RECORDS FOR THE EXERCISE:
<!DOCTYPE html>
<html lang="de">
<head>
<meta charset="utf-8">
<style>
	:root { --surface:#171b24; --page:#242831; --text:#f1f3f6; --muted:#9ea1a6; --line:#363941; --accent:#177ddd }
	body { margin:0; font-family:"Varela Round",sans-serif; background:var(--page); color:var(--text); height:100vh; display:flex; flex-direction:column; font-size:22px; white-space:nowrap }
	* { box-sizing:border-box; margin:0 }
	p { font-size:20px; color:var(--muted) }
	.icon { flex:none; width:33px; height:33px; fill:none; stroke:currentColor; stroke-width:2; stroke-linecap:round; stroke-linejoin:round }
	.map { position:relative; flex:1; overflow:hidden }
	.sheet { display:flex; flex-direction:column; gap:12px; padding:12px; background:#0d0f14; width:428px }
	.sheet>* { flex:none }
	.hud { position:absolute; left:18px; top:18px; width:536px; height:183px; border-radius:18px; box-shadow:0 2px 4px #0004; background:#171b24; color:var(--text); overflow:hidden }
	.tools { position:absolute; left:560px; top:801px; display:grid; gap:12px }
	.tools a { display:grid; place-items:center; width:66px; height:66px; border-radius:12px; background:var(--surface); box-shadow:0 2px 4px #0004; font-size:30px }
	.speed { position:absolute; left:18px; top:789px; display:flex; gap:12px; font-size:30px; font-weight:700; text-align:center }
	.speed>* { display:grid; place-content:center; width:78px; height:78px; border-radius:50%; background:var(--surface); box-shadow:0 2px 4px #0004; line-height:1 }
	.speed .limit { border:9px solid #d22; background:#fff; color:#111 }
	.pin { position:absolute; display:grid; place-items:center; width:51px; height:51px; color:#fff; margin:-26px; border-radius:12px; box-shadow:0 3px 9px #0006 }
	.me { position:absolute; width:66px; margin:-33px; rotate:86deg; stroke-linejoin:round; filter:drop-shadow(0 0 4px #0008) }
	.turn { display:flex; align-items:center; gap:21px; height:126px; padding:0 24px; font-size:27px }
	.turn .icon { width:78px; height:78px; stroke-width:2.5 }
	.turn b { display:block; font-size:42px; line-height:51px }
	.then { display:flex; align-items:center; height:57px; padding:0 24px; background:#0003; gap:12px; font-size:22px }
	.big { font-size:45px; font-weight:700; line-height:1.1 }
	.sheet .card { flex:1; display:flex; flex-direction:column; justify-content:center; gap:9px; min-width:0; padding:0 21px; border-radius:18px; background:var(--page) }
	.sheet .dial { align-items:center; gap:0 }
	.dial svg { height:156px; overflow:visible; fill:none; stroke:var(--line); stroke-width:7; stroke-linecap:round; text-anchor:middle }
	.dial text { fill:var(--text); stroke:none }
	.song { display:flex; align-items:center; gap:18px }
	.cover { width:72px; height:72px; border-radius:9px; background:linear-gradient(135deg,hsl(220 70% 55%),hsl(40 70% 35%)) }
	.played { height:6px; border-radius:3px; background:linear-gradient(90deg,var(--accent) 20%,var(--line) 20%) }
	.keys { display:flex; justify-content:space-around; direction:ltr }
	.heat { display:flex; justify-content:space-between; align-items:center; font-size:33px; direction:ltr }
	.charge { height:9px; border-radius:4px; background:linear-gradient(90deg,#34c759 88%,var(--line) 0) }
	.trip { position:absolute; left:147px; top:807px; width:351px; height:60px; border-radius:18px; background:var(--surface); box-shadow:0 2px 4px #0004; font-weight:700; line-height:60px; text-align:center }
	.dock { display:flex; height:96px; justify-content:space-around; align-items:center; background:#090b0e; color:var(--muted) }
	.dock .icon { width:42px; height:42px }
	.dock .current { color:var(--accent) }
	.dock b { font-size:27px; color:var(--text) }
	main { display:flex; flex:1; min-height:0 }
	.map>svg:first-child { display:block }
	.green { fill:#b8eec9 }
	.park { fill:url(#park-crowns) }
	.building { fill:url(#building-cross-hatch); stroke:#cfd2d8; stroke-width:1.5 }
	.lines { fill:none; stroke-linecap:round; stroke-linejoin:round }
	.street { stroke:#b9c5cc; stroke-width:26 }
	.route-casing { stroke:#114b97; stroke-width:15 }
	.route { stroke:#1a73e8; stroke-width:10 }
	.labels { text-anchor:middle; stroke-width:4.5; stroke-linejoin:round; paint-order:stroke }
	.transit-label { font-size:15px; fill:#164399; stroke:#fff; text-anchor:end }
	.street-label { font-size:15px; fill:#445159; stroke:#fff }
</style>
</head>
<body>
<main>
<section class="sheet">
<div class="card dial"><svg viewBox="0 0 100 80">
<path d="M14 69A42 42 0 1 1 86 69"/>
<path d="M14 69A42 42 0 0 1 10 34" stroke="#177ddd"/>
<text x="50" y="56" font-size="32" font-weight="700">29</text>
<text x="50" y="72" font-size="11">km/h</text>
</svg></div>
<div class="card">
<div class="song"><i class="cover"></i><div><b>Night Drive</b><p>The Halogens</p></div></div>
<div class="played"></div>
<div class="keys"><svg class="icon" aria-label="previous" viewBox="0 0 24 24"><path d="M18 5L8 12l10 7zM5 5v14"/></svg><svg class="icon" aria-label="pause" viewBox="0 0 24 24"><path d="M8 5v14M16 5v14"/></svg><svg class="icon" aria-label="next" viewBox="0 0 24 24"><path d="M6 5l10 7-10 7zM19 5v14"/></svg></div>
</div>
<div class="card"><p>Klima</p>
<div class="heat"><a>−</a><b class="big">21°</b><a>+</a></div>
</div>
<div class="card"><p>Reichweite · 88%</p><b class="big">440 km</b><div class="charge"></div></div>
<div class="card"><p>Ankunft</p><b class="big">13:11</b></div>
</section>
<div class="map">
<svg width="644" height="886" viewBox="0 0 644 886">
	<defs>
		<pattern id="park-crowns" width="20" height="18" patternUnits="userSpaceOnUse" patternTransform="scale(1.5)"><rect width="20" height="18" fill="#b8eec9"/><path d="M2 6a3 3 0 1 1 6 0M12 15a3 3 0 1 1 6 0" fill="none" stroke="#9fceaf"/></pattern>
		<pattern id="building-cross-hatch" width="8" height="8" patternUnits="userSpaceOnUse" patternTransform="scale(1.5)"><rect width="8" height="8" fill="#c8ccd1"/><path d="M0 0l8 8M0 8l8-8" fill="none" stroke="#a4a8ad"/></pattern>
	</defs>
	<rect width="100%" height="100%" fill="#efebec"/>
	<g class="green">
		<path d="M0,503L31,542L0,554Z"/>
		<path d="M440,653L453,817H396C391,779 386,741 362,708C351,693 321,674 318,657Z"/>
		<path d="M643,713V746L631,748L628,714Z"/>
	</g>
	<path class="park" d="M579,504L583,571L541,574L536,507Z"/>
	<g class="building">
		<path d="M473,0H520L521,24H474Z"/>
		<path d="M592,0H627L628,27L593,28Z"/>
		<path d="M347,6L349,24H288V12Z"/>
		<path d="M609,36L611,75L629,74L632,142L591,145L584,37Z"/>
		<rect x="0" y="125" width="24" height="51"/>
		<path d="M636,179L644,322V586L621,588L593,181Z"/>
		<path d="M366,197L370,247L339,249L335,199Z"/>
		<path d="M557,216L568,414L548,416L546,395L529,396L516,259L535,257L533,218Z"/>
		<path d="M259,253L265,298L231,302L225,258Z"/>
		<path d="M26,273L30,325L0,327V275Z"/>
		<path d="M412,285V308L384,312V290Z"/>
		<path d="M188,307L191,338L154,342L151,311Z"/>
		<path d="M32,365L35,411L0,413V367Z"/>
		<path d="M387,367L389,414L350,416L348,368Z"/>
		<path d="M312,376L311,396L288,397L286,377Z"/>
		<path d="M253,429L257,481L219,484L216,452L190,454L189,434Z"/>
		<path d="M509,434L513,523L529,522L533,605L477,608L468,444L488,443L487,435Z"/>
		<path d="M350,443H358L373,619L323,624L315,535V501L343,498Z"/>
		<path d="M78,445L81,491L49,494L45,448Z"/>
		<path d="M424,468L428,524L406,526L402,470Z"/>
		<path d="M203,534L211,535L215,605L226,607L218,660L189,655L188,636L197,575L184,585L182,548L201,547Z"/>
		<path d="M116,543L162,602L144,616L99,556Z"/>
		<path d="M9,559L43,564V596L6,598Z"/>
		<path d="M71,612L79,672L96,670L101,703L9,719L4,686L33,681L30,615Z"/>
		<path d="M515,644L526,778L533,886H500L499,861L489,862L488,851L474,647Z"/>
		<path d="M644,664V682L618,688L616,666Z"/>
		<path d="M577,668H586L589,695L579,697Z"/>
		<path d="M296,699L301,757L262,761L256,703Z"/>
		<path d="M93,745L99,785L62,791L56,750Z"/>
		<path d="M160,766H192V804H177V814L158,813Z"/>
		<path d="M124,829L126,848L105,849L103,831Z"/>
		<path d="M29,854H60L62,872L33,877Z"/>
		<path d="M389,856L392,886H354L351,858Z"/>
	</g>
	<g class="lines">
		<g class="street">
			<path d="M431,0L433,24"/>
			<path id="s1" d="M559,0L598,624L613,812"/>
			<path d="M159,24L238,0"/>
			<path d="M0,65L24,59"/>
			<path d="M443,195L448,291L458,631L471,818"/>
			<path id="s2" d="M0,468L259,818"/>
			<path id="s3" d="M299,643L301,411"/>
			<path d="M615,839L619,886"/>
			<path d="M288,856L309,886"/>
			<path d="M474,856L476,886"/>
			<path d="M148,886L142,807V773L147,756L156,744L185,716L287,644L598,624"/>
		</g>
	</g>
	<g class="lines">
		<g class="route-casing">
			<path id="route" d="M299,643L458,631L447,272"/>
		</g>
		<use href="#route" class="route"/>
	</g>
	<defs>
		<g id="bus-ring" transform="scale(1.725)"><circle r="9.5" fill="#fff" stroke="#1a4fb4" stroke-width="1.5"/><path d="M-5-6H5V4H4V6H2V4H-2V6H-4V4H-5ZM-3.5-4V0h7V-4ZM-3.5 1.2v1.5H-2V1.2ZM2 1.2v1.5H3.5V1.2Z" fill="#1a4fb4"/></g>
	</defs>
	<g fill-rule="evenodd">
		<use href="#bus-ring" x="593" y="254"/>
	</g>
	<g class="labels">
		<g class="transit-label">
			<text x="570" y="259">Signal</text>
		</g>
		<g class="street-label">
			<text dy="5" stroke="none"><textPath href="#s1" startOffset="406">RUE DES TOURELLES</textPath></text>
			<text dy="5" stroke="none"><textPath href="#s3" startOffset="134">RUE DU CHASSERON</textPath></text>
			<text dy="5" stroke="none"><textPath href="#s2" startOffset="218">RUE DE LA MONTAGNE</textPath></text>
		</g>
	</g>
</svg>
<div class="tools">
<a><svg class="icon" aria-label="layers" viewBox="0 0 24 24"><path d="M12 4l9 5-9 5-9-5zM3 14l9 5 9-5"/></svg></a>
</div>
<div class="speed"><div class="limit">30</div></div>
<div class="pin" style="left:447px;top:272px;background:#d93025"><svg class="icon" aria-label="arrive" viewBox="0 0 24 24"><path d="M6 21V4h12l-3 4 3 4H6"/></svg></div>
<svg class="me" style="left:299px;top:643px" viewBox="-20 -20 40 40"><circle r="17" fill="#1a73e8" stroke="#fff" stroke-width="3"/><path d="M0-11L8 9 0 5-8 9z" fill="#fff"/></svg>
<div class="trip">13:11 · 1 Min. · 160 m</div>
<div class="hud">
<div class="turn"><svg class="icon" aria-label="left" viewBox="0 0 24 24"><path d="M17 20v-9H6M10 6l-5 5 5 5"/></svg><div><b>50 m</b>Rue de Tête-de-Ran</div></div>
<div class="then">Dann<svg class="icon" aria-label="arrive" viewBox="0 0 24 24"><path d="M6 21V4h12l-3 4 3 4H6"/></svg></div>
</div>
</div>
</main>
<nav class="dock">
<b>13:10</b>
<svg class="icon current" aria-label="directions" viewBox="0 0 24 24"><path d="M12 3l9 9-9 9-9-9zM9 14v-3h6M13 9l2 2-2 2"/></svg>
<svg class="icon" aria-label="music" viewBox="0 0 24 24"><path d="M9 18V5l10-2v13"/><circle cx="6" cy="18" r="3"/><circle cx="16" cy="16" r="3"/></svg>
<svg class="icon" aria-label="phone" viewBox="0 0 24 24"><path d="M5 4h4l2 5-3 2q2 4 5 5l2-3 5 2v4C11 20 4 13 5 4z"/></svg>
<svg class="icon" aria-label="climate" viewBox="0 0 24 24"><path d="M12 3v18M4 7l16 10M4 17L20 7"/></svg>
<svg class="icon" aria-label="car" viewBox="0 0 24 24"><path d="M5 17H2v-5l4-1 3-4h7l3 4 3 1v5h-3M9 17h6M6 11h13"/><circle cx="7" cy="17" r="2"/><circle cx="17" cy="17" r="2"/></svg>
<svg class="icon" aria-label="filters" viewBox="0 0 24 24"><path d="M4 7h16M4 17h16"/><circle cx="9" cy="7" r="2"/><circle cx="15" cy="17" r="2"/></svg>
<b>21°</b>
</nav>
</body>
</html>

ASSIGNMENT:
Copy task for the entries above: every line with the string "items".

ANSWER FOR THIS EXERCISE:
	.tools a { display:grid; place-items:center; width:66px; height:66px; border-radius:12px; background:var(--surface); box-shadow:0 2px 4px #0004; font-size:30px }
	.pin { position:absolute; display:grid; place-items:center; width:51px; height:51px; color:#fff; margin:-26px; border-radius:12px; box-shadow:0 3px 9px #0006 }
	.turn { display:flex; align-items:center; gap:21px; height:126px; padding:0 24px; font-size:27px }
	.then { display:flex; align-items:center; height:57px; padding:0 24px; background:#0003; gap:12px; font-size:22px }
	.sheet .dial { align-items:center; gap:0 }
	.song { display:flex; align-items:center; gap:18px }
	.heat { display:flex; justify-content:space-between; align-items:center; font-size:33px; direction:ltr }
	.dock { display:flex; height:96px; justify-content:space-around; align-items:center; background:#090b0e; color:var(--muted) }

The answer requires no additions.